From: David Farber <dave () farber net>
Date: Mon, 26 Mar 2007 21:08:48 -0400



Begin forwarded message:

From: DV Henkel-Wallace <dvhw () talima com>
Date: March 26, 2007 7:48:53 PM EDT
To: Daniel Berninger <dan () danielberninger com>
Cc: David Farber <dave () farber net>
Subject: Re: [IP] Ruling May Be End for Vonage / Judge Enjoins Use Of Key Technology good financial analysis of

Your facts don't affect the conclusion.

I haven't seen any numbers on customer exodus, but the fact is Vonage doesn't support porting numbers they've given you out (only in the case you happened to have ported a number in and haven't moved in the mean time). This makes the customers more sticky, so most are presumably sitting tight hoping that POTS interconnect won't stop working in 10 days or so (I know that's my strategy). But presume that the likely stays and appeals are exhausted: when people leave, the economics you describe will no longer apply. And if there's any significant hiatus (more than, say, 24 hours) most people likely _will_ leave. New subscribers? I'm sure they've already dwindled to a trickle.

Sure, VOIP calls entirely outside the POTS network aren't affected, but I'd bet they're a tiny percentage of all VOIP calls (perhaps excluding Skype, of which more below).

The VOIP vendors, and Vonage in particular, have screwed themselves by doing nothing but underpricing ordinary phone service and by stupidly building non-open systems (the latter in the style of the the mobile companies). VOIP could in theory offer all sorts of new products, but there's been precious little of that. So at this point they are at the mercy of the courts. And given how the RIM case played out, it's possible that Vonage _will_ be cut off.

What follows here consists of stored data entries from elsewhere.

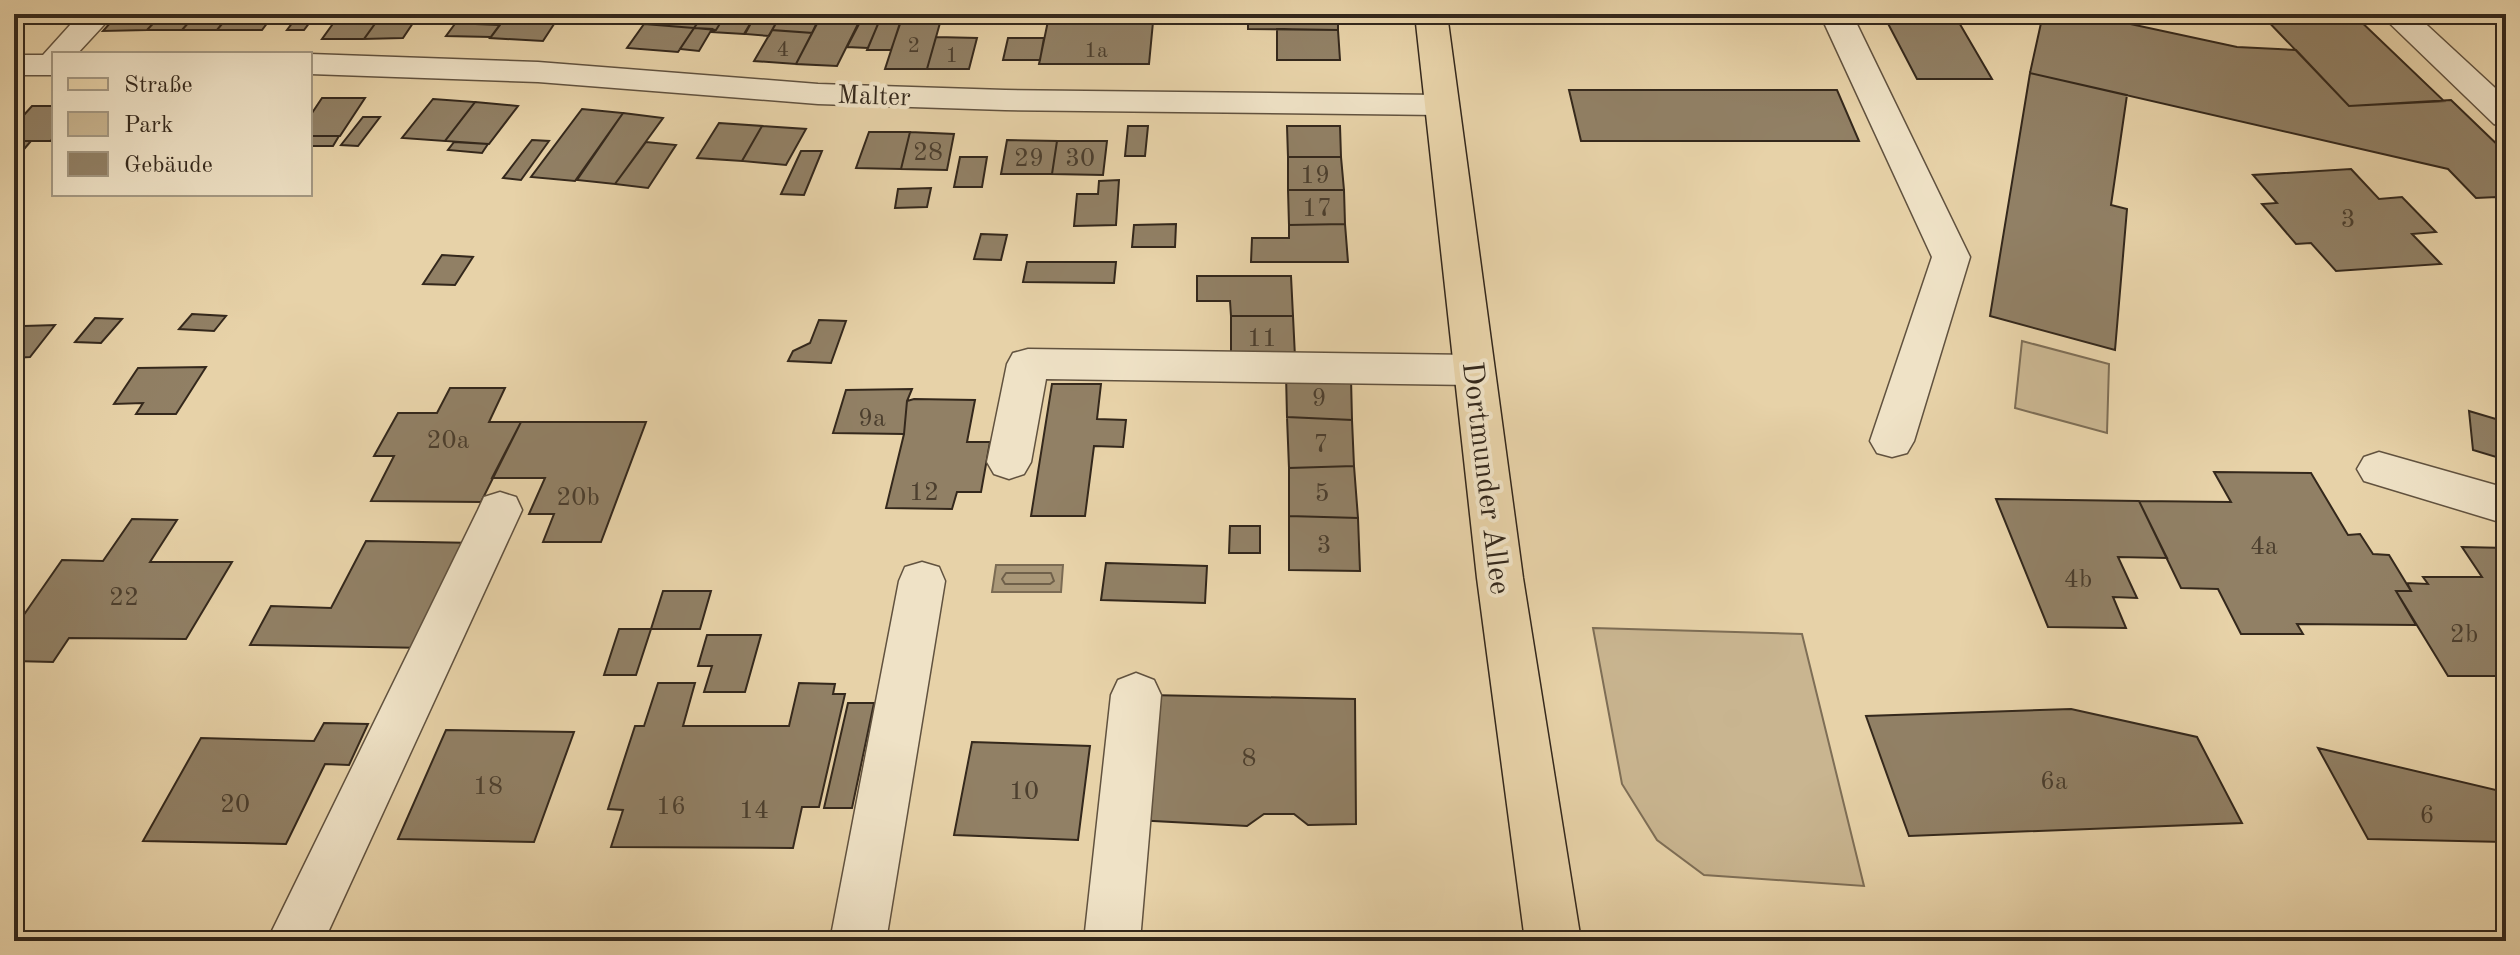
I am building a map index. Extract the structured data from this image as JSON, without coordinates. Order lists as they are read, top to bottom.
{
  "streets": {
    "main road": ["Dortmunder Allee"],
    "street": ["Malter"]
  },
  "crossings": [
    ["Malter", "Dortmunder Allee"]
  ],
  "house_numbers": [
    "2",
    "4",
    "1a",
    "1",
    "28",
    "29",
    "30",
    "19",
    "17",
    "3",
    "11",
    "9",
    "9a",
    "20a",
    "7",
    "12",
    "5",
    "20b",
    "3",
    "4a",
    "4b",
    "22",
    "2b",
    "8",
    "6a",
    "18",
    "10",
    "20",
    "16",
    "14",
    "6"
  ],
  "legend": ["Straße", "Park", "Gebäude"]
}
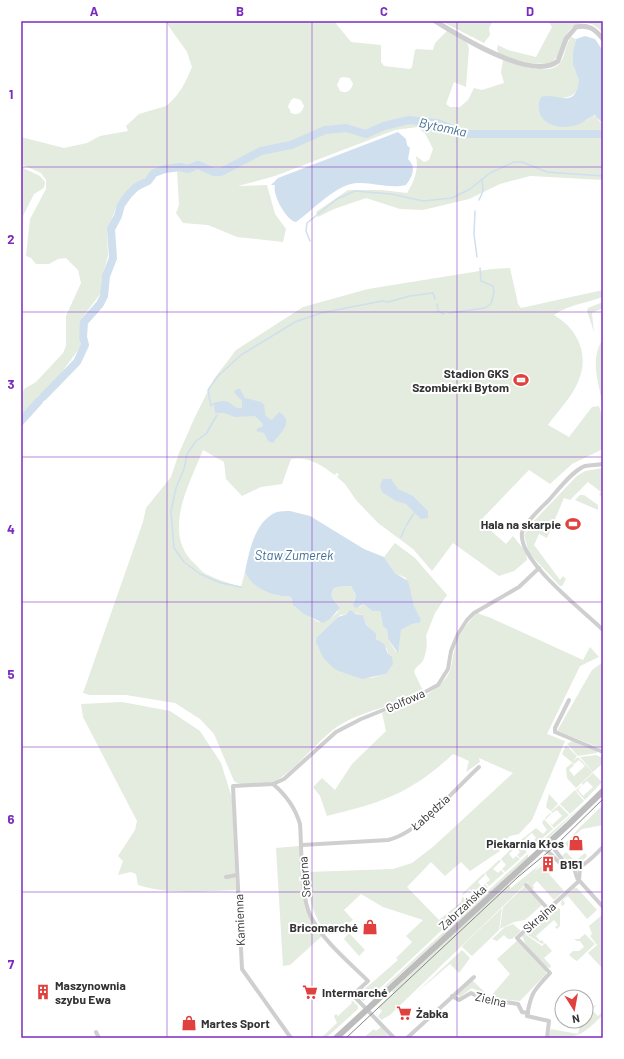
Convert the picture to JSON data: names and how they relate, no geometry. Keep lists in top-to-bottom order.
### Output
{
  "streets": {
    "main road": ["Zabrzańska"],
    "street": [
      "Golfowa",
      "Łabędzia",
      "Srebrna",
      "Skrajna",
      "Kamienna",
      "Zielna"
    ]
  },
  "crossings": [
    ["Golfowa", "Srebrna"],
    ["Golfowa", "Kamienna"],
    ["Łabędzia", "Srebrna"],
    ["Srebrna", "Zabrzańska"],
    ["Skrajna", "Zielna"]
  ],
  "water": ["Bytomka", "Staw Zumerek"],
  "places": {
    "sports": ["Stadion GKS Szombierki Bytom", "Hala na skarpie"],
    "shop": ["Piekarnia Kłos", "Bricomarché", "Martes Sport"],
    "building": ["B151", "Maszynownia szybu Ewa"],
    "supermarket": ["Intermarché", "Żabka"]
  },
  "north": "bottom",
  "grid": {
    "columns": [
      "A",
      "B",
      "C",
      "D"
    ],
    "rows": [
      "1",
      "2",
      "3",
      "4",
      "5",
      "6",
      "7"
    ]
  }
}
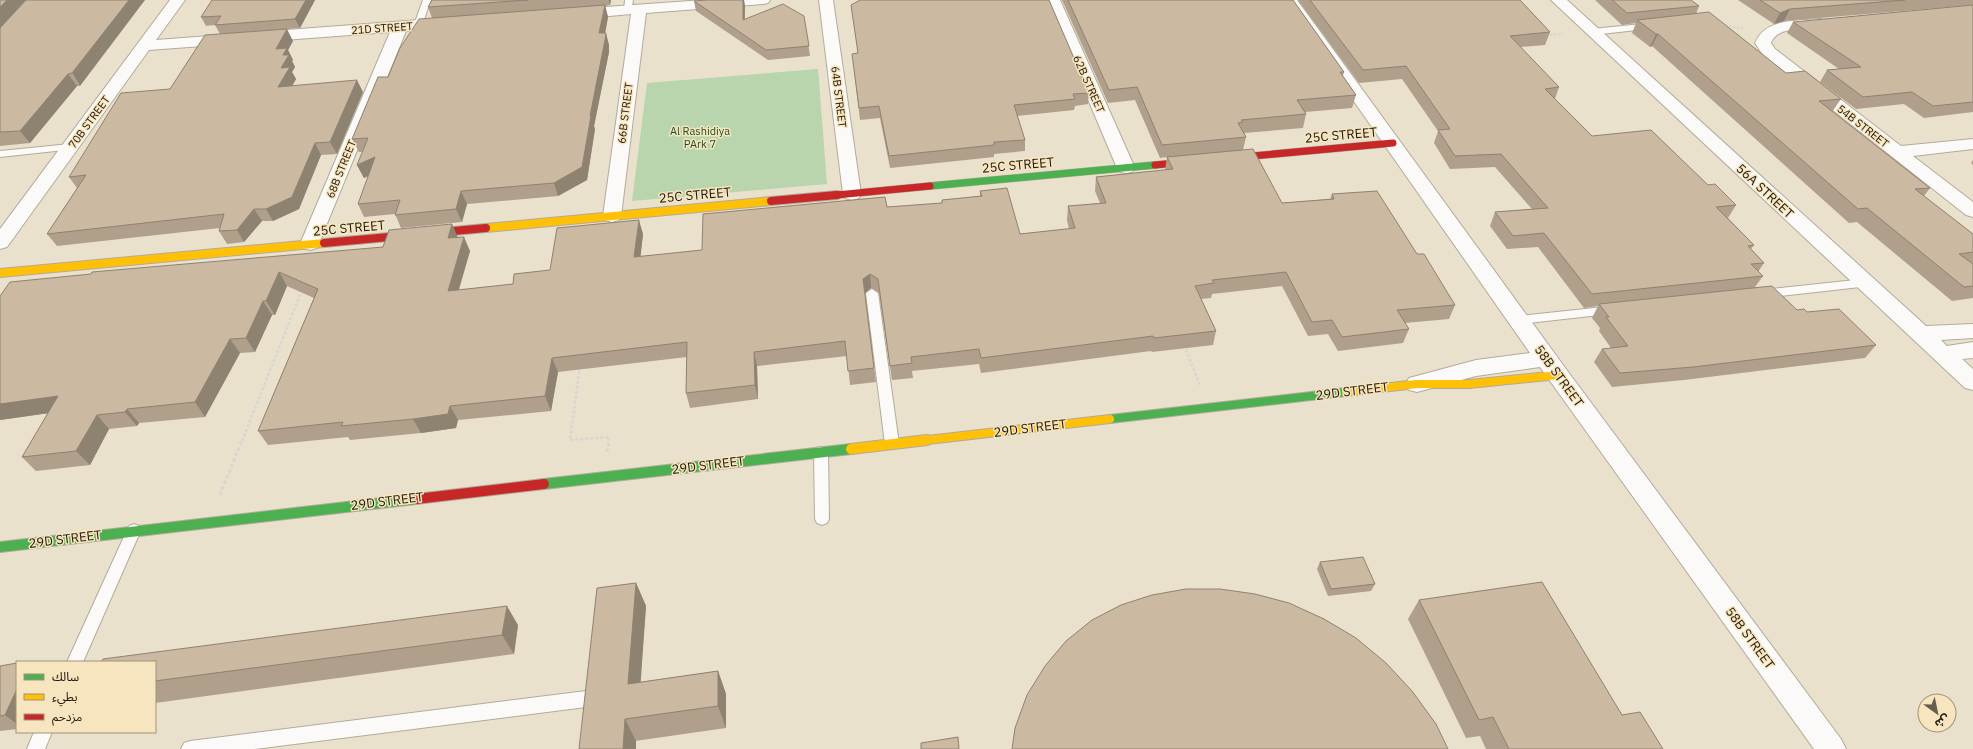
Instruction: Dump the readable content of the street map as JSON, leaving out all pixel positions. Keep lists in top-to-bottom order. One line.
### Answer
{"streets":{"street":["21D STREET","62B STREET","64B STREET","66B STREET","70B STREET","54B STREET","25C STREET","68B STREET","56A STREET","58B STREET","29D STREET"]},"crossings":[["21D STREET","70B STREET"],["21D STREET","68B STREET"],["62B STREET","25C STREET"],["64B STREET","25C STREET"],["66B STREET","25C STREET"],["25C STREET","68B STREET"],["25C STREET","58B STREET"],["58B STREET","29D STREET"]],"parks":["Al Rashidiya PArk 7"],"legend":["سالك","بطيء","مزدحم"],"north":"bottom right"}
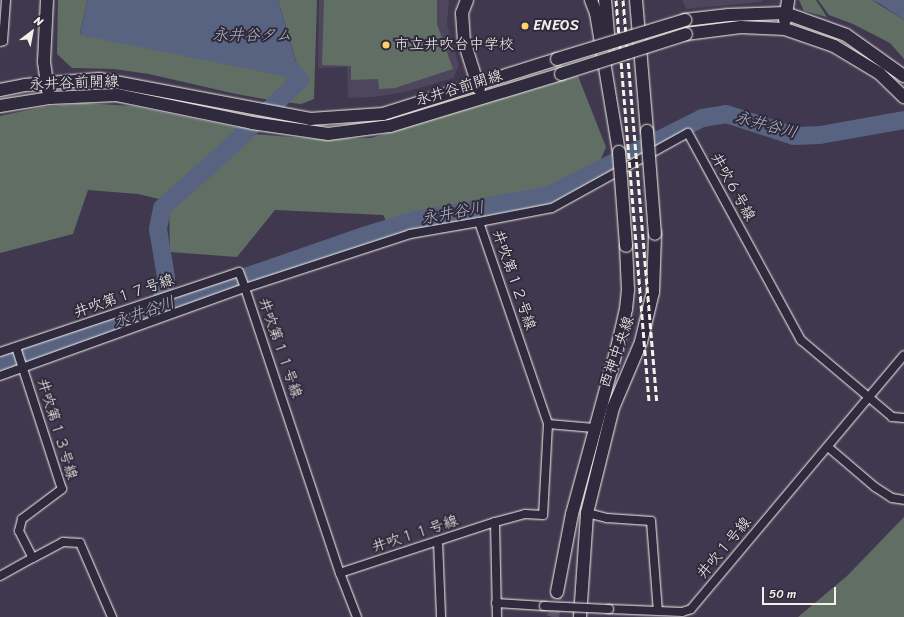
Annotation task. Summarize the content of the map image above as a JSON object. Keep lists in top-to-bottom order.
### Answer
{
  "streets": {
    "street": [
      "永井谷前開線",
      "井吹６号線",
      "井吹第１２号線",
      "井吹第１７号線",
      "井吹第１１号線",
      "西神中央線",
      "井吹第１３号線",
      "井吹１１号線",
      "井吹１号線"
    ]
  },
  "crossings": [
    ["井吹６号線", "井吹第１２号線"],
    ["井吹６号線", "井吹１号線"],
    ["井吹第１２号線", "井吹第１７号線"],
    ["井吹第１２号線", "井吹第１１号線"],
    ["井吹第１２号線", "井吹１１号線"],
    ["井吹第１７号線", "井吹第１１号線"],
    ["井吹第１７号線", "井吹第１３号線"],
    ["井吹第１１号線", "井吹第１３号線"],
    ["井吹第１１号線", "井吹１１号線"]
  ],
  "water": ["永井谷タム", "永井谷川"],
  "places": ["ENEOS", "市立井吹台中学校"],
  "scale_bar": "50 m",
  "north": "top right"
}
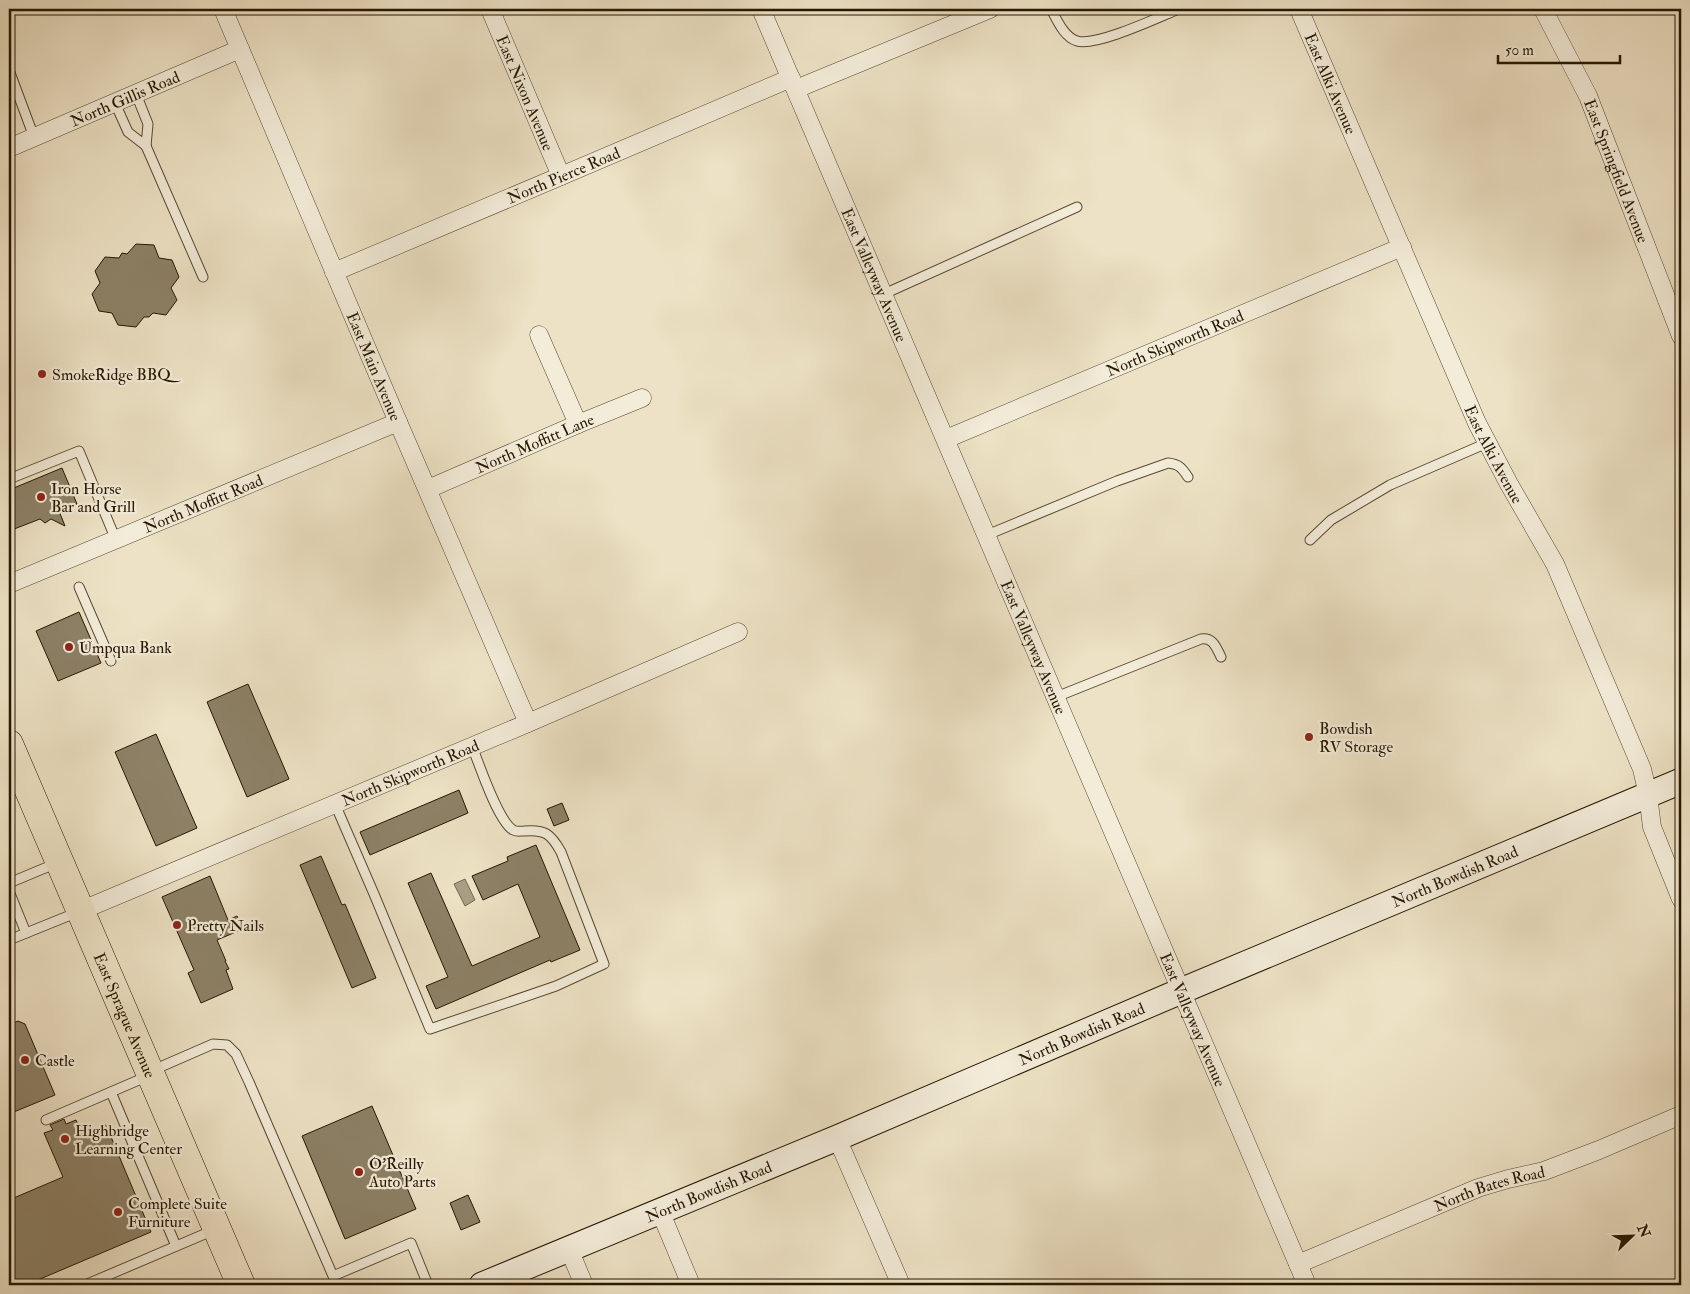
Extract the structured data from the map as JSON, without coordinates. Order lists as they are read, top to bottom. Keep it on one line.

If Verizon decides to go after others, Skype will slightly more resilient because they've portrayed themselves more as an IM service than a phone service, giving them a different demographic, and they have at least _tried_ to do something interesting with eBay pages. Surprisingly it's a hardware vendor, Shoretel, who is trying to move VOIP into slightly more interesting directions by hooking up with Salesforce.

Why don't I have a more seamless voice/SMS/etc experience across phone, mobile, laptop etc? Why aren't voice widgets (including _incoming_ calls from handsets) adjunct to all sorts of web pages and ordinary applications? It's because the Internet phone guys are basically old-skool POTS guys with a veneer of TCP-hipness glued on. Talk about lame.

-d



From: Daniel Berninger <dan () danielberninger com>
Date: March 26, 2007 7:54:52 AM EDT

The injunction has zero prospect of killing Vonage. People confuse threats to stock valuation with threats to the company. Stock valuation threatens Vonage only to the extent the company needs to raise new capital. Vonage
has sufficient cash reserves to reach cash flow positive status.

With respect to the permanent injunction, there does not exist a patent on VoIP itself. There exist a myriad of patents on aspects of implementation. Judge Hilton may interpret everything in Verizon's favor, but the nature of
our legal system allows Vonage appeal to other judges.